Fernand Canelle, Belgique-France, 7 mai 1905
Ce fut le cas en deux occasions avec l’équipe de France. En 1905, pour le troisième match de son histoire, l’équipe de France connait une curieuse péripétie à Uccle. Alors que la Belgique mène 4-0, le gardien français Georges Crozier fait savoir qu’il doit quitter ses coéquipiers, ayant un train à prendre pour rejoindre la caserne où il effectue son service militaire. C’est le défenseur Fernand Canelle qui se dévoue pour prendre sa place. Il encaissera trois buts et la France concèdera la première défaite officielle de son histoire et quelle défaite : 7-0.

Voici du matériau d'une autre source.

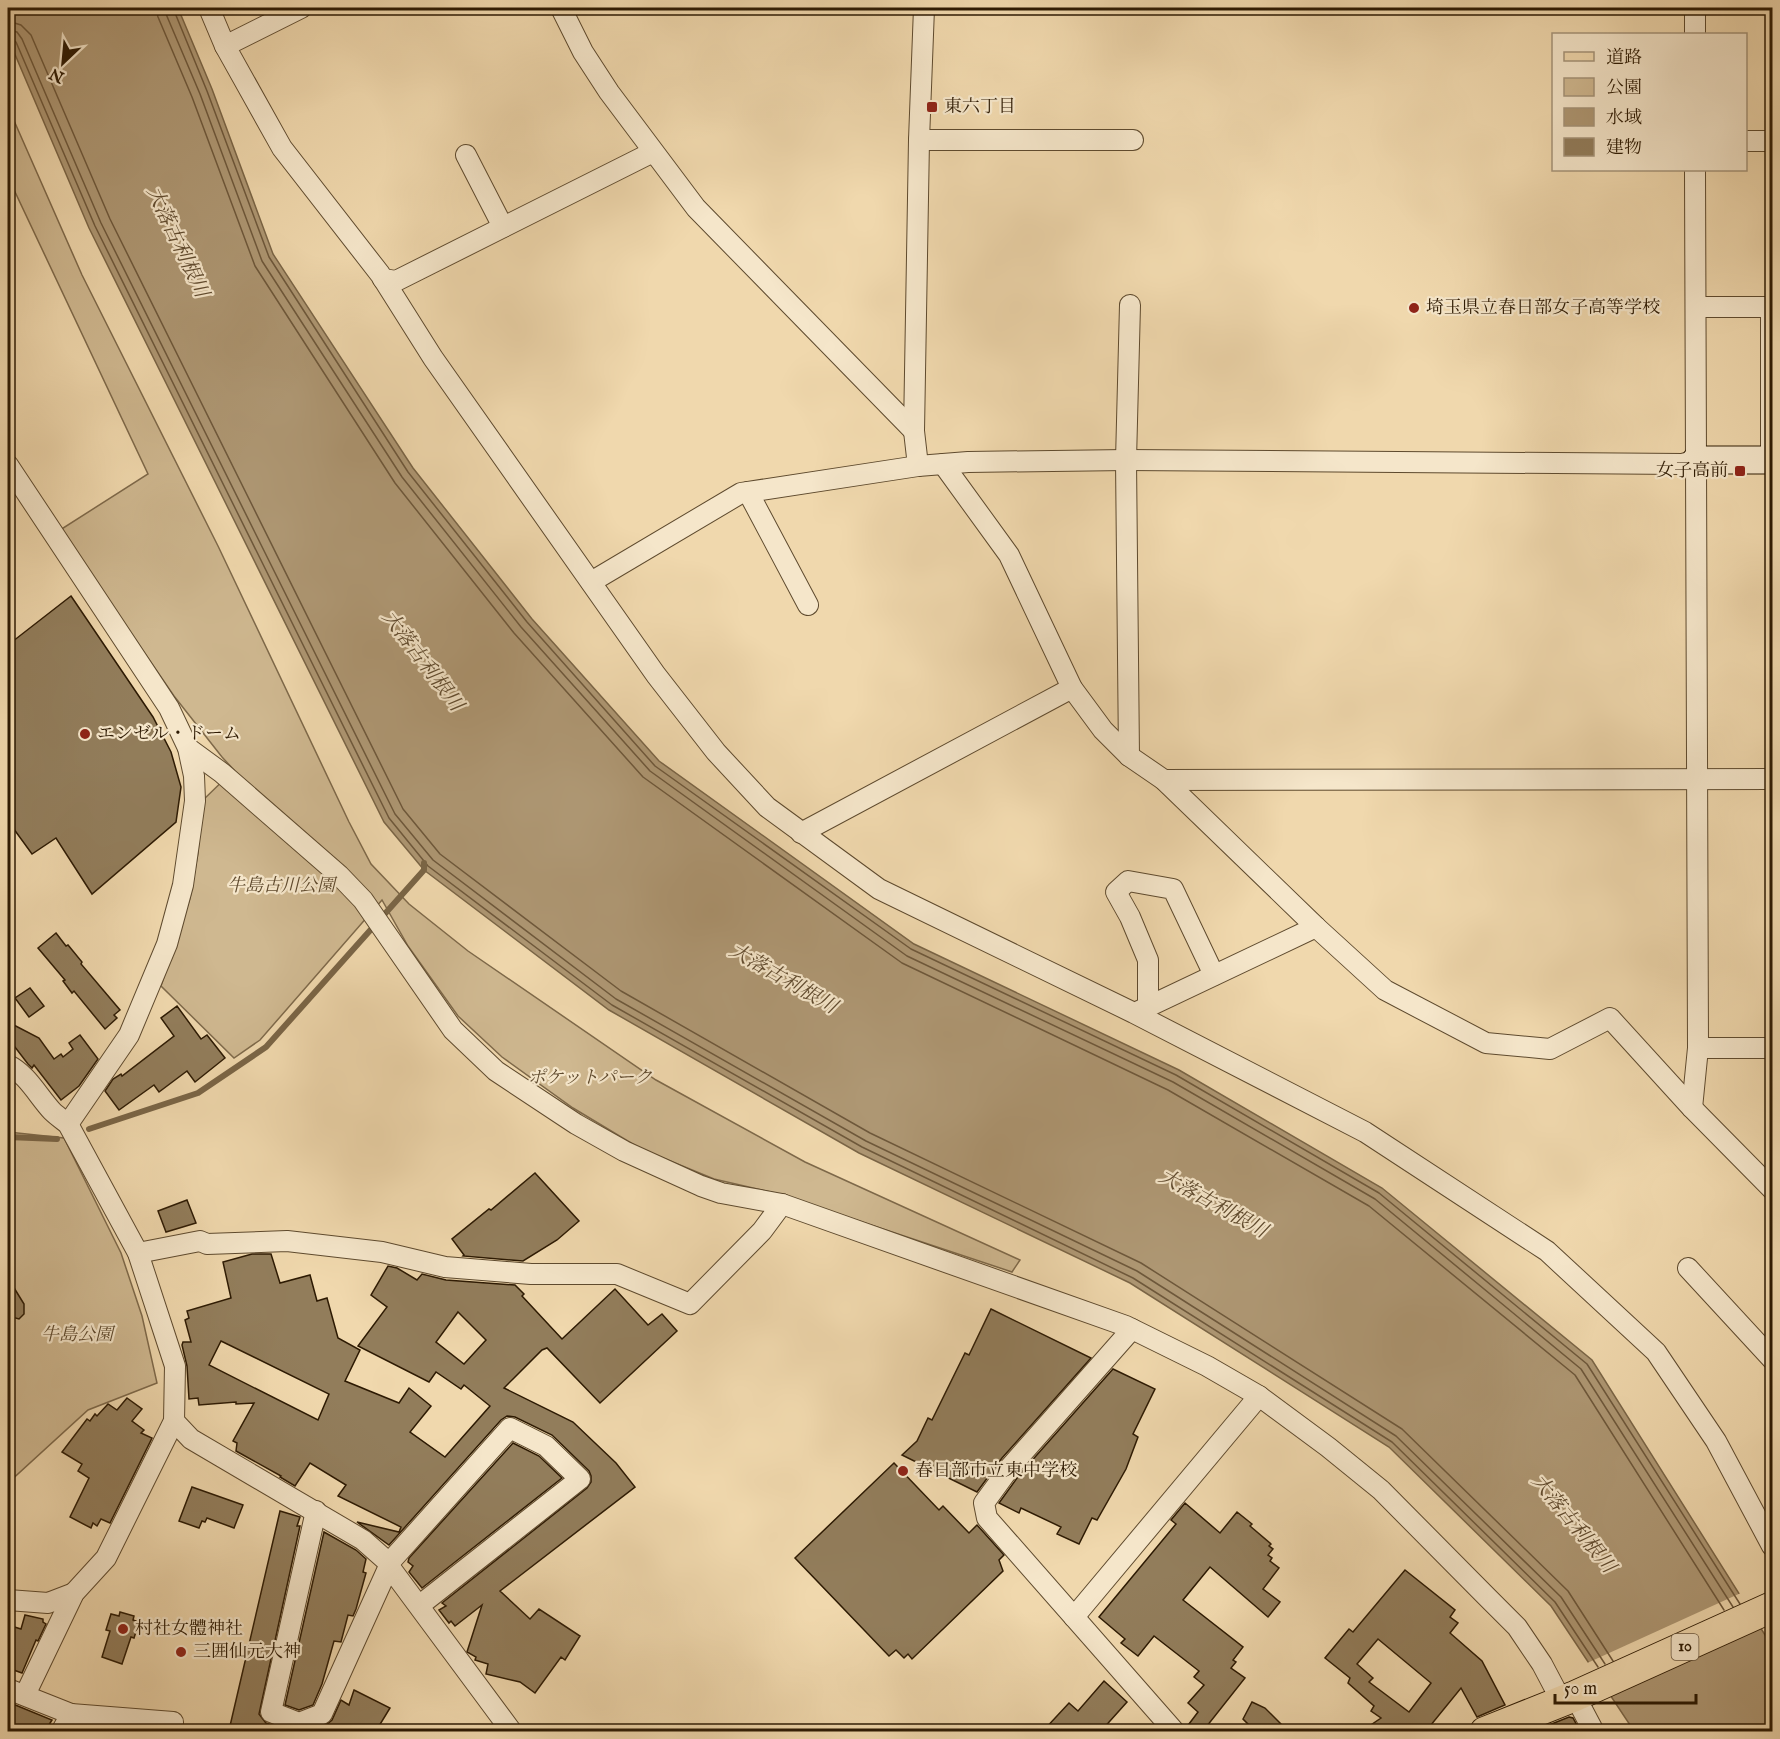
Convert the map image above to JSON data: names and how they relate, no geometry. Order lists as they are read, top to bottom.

Augustin Chantrel, France-Mexique, 13 juillet 1930
Vingt-cinq ans plus tard, c’est un autre joueur de champ que les circonstances poussent à garder la cage à l’occasion du premier match de l’histoire de la Coupe du monde à Montevideo contre le Mexique. Alors que la France mène déjà 1-0, son gardien Alex Thépot doit sortir après vingt-six minutes de jeu victime d’un choc avec un attaquant mexicain. Il sera remplacé par le demi Augutin Chantrel, qui gardera sa cage intacte jusqu’à la 70e minute lorsque le Mexicain Juan Carreño réduit l’écart alors que la France mène 3-0. Les Français, à dix et avec un gardien de fortune, l’emportent finalement 4-1.
Raoul Diagne 1931-1936
Plus jamais l’équipe de France ne jouera de match officiel avec un gardien occasionnel. Toutefois, durant les années 1930, elle pouvait parer à l’éventualité d’un gardien blessé grâce à l’étonnant Raoul Diagne. Natif de Guyane mais d’origine sénégalaise, et accessoirement fils de ministre, le défenseur du Racing Club de Paris fit une grande carrière internationale (18 sélections). Il était tout aussi brillant en club. Un jour de 1931, il dut remplacer en cours de match son coéquipier gardien André Tassin qui s’était blessé. A la surprise générale, Diagne se révéla un excellent portier, au point qu’il resta titulaire du poste jusqu’au rétablissement de son coéquipier. Durant quatre mois, il devient l’un des meilleurs gardiens de la capitale et joua même à ce poste à l’occasion d’une rencontre de la sélection de Paris contre Budapest. Plus tard, lors de la saison 1935-1936, Raoul Diagne occupera à nouveau le poste pour pallier l’indisponibilité du titulaire Rudi Hiden.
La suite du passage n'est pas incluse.